Ephemeral In Nature
Location
Is it not interesting, the way a single daisy grows through a crack in the sidewalk?
Layer upon layer of cement and sweat and exertion were
Smoothed into place there and were never meant to be disturbed my man’s efforts.
Yet, it is all undone by a delicate white flower.
I grew the same way;
Under the oppression of generations of pain
Solidified into a man and a woman.
I toiled under poisonous fumes and weight that I carried like a concrete slab
On my shoulders;
In my heart.
These are places, in which flowers and children are not meant to grow,
Yet somehow they thrive on nothing more than their own
Free
Will.
We thrive because we endure.
We cast the ugliness from our lives as an archer casts an arrow from her bowstring:
With strength,
Grace,
And purpose.
We are the unlucky and incredible few who can stare into the unseeing and cold eyes
Of a concrete sidewalk
And say
No.
You will not suppress me.
I am the daisy growing through the crack in your unbreakable mechanism.
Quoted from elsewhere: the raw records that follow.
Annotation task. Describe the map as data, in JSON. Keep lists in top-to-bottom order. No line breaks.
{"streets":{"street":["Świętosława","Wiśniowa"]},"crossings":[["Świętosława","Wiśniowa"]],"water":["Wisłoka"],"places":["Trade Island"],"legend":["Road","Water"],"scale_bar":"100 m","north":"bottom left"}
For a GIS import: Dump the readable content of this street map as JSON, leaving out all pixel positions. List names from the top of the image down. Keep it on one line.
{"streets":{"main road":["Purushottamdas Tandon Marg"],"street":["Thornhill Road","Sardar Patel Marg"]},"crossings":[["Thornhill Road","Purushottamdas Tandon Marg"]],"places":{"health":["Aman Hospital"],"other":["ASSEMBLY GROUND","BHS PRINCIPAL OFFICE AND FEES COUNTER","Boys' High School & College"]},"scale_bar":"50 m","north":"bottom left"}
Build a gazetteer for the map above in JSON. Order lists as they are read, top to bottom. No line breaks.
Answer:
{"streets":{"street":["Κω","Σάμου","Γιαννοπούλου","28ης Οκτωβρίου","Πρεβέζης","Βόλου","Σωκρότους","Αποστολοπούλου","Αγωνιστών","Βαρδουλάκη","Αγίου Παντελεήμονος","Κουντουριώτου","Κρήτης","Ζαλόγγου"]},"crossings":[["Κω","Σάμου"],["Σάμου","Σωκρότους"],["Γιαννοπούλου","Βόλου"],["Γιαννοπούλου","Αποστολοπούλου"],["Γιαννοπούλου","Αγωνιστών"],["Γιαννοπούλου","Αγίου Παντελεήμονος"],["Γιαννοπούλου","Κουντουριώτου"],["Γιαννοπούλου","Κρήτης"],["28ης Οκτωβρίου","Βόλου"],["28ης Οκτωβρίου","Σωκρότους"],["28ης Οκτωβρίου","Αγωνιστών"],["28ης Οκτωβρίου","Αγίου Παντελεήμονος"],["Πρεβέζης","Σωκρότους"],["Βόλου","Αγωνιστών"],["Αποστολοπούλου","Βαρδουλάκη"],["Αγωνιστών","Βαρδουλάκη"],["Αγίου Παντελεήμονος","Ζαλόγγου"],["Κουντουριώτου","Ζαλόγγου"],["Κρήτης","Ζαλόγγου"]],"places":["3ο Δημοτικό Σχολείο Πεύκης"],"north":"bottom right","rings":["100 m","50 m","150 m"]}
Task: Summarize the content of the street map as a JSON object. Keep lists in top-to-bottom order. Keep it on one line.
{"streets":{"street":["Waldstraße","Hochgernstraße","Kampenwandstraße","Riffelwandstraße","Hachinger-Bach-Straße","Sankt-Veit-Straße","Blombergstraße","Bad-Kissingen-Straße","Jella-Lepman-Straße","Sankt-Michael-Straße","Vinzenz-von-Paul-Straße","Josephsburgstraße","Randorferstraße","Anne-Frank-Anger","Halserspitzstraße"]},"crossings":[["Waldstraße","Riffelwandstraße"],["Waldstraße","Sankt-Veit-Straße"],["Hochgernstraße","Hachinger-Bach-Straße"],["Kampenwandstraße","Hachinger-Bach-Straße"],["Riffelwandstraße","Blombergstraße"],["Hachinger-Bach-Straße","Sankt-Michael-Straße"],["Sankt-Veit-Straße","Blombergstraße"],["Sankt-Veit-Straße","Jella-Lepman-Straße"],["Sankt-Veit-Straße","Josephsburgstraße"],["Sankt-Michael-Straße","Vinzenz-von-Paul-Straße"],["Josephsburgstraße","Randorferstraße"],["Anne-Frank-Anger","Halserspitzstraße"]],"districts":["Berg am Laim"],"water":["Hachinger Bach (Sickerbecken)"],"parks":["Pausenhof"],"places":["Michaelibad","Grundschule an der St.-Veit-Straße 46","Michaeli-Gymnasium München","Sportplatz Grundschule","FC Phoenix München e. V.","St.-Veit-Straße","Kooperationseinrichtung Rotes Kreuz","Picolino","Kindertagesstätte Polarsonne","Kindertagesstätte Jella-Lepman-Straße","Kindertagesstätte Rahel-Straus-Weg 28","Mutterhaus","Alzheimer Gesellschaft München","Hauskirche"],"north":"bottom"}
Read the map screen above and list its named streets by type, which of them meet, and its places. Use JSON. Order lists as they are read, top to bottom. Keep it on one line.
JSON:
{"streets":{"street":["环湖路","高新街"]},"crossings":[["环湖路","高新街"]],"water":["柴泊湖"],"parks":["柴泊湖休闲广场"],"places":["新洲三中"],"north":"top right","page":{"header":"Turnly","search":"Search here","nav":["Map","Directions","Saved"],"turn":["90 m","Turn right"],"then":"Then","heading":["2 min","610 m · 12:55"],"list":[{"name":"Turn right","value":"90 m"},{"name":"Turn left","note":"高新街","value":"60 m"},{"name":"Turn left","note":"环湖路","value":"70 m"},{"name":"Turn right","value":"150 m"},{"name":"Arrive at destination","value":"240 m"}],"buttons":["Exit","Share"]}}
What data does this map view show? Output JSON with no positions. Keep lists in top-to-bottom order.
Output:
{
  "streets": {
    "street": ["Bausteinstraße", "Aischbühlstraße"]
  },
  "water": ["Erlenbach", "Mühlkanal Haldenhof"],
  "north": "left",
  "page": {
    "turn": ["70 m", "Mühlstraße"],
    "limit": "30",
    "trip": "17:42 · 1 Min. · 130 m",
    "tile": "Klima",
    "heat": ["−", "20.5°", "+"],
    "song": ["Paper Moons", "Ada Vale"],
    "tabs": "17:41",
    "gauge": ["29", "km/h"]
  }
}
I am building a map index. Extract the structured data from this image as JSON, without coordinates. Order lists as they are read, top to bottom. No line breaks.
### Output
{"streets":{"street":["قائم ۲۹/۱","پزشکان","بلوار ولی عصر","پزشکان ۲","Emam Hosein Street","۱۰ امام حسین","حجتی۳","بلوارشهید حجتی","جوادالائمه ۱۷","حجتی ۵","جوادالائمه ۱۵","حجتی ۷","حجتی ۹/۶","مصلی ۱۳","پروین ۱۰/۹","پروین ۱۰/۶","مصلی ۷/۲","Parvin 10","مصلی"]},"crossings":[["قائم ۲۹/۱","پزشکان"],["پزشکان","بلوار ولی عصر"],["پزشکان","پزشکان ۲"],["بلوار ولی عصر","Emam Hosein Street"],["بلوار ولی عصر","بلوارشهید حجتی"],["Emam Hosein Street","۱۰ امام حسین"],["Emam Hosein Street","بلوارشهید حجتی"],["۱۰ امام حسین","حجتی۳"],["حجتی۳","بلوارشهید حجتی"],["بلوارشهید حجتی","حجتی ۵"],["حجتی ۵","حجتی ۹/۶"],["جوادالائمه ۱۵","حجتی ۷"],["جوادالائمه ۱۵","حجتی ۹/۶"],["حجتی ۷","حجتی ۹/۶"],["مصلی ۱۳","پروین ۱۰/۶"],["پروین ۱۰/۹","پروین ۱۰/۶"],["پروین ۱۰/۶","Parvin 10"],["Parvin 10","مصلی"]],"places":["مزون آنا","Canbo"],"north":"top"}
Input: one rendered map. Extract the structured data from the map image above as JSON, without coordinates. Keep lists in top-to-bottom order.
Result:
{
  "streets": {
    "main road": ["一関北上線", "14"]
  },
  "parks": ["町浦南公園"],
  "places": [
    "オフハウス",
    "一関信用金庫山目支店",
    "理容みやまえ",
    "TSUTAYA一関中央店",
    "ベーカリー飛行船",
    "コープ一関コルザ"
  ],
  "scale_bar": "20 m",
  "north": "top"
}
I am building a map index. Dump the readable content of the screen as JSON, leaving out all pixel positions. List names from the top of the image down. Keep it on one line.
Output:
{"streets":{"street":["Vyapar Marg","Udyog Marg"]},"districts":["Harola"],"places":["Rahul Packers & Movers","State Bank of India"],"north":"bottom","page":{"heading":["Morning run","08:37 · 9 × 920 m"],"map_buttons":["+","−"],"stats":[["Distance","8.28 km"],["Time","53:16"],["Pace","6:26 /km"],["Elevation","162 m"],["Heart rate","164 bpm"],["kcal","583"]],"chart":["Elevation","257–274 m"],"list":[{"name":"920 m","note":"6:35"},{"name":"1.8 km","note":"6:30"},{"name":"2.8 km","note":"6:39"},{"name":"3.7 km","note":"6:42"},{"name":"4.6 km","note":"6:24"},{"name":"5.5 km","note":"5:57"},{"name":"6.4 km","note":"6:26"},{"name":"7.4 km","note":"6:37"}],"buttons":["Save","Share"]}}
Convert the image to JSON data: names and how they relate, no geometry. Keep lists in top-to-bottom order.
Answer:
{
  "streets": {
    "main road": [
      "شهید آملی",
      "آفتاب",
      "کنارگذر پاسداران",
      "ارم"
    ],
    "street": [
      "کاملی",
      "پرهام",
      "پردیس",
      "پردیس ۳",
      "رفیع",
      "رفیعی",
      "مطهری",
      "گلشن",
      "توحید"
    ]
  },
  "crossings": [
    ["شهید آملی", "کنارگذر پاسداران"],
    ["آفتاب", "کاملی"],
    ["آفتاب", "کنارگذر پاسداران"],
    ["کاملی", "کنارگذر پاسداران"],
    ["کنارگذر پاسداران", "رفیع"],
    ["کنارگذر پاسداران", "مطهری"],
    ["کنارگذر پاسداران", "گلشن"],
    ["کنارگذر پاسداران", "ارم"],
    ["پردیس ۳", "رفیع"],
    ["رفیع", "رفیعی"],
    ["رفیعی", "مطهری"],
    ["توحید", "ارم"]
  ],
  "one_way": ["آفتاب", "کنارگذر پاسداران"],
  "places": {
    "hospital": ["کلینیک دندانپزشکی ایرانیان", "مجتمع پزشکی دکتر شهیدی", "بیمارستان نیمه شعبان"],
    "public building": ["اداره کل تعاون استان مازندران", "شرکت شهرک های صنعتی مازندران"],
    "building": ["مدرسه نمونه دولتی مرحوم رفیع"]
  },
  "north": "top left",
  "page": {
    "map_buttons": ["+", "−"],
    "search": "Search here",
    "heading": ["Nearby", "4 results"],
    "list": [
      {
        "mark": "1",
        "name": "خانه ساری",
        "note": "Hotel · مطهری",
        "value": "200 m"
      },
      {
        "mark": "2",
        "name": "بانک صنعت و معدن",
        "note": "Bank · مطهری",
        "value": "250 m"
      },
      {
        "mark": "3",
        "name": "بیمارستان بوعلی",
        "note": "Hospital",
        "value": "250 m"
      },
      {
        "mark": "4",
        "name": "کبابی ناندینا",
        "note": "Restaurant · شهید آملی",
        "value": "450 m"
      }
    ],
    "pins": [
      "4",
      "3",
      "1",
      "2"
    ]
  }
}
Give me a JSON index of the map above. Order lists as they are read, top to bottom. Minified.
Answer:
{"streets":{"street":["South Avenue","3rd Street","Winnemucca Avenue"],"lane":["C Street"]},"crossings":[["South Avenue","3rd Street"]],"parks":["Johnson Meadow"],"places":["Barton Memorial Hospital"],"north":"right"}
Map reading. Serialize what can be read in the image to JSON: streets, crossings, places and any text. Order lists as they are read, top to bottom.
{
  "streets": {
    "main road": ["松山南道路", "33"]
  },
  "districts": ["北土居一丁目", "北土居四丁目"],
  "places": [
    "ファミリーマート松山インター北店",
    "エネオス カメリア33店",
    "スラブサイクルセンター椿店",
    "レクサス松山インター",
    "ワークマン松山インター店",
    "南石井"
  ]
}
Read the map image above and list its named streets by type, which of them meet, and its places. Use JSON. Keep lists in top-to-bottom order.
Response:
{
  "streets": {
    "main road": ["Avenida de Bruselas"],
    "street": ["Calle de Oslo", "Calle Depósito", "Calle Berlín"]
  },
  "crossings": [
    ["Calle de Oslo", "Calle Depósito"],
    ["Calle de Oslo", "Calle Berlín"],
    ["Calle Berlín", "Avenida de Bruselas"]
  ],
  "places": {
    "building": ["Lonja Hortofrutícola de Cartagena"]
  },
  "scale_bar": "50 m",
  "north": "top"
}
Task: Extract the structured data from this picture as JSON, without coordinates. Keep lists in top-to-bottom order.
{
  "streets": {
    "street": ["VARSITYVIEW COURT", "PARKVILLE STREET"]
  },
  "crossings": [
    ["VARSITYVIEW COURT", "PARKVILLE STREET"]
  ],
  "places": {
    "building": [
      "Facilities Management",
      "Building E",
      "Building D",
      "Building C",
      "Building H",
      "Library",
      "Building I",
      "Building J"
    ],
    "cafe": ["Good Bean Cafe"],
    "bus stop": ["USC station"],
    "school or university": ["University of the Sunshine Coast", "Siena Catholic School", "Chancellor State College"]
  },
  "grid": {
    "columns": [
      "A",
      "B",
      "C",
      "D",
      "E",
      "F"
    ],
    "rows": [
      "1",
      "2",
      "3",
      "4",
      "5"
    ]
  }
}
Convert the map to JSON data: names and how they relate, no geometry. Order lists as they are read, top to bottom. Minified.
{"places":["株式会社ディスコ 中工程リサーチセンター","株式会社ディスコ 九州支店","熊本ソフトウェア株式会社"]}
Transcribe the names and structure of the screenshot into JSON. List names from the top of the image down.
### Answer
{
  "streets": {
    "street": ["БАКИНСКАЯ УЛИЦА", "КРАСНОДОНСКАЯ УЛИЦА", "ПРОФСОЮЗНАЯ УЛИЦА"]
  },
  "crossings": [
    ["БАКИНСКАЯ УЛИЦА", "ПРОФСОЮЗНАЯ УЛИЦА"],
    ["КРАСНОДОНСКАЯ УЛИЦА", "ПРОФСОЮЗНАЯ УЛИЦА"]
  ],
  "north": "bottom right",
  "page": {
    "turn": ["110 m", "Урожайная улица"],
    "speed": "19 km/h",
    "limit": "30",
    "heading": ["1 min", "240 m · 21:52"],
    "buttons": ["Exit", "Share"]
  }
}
My hands are small, but they are righteous and true
And I will scrape away the walls in my mind that have long been coated
With your desperate perversion
And the salty sheen of my shame.
I will wrench the ceiling off of my dismal sepulcher,
Throw my face into the warmth of daylight,
And breathe the air that you deprived me of.
Flowers, like humans, are ephemeral in nature.
We are, all of us, ever-changing,
We are roses blooming brightly and brilliantly before casting off our vibrant robes
For the brittle coat of winter.
We are poppies swaying and serenely unperturbed by all,
Save for a change in the direction of the warm summer wind.
We are daisies, white and plain as day, though more complex
To those who see us for what we are.
We grow through cracks in sidewalks.
We endure.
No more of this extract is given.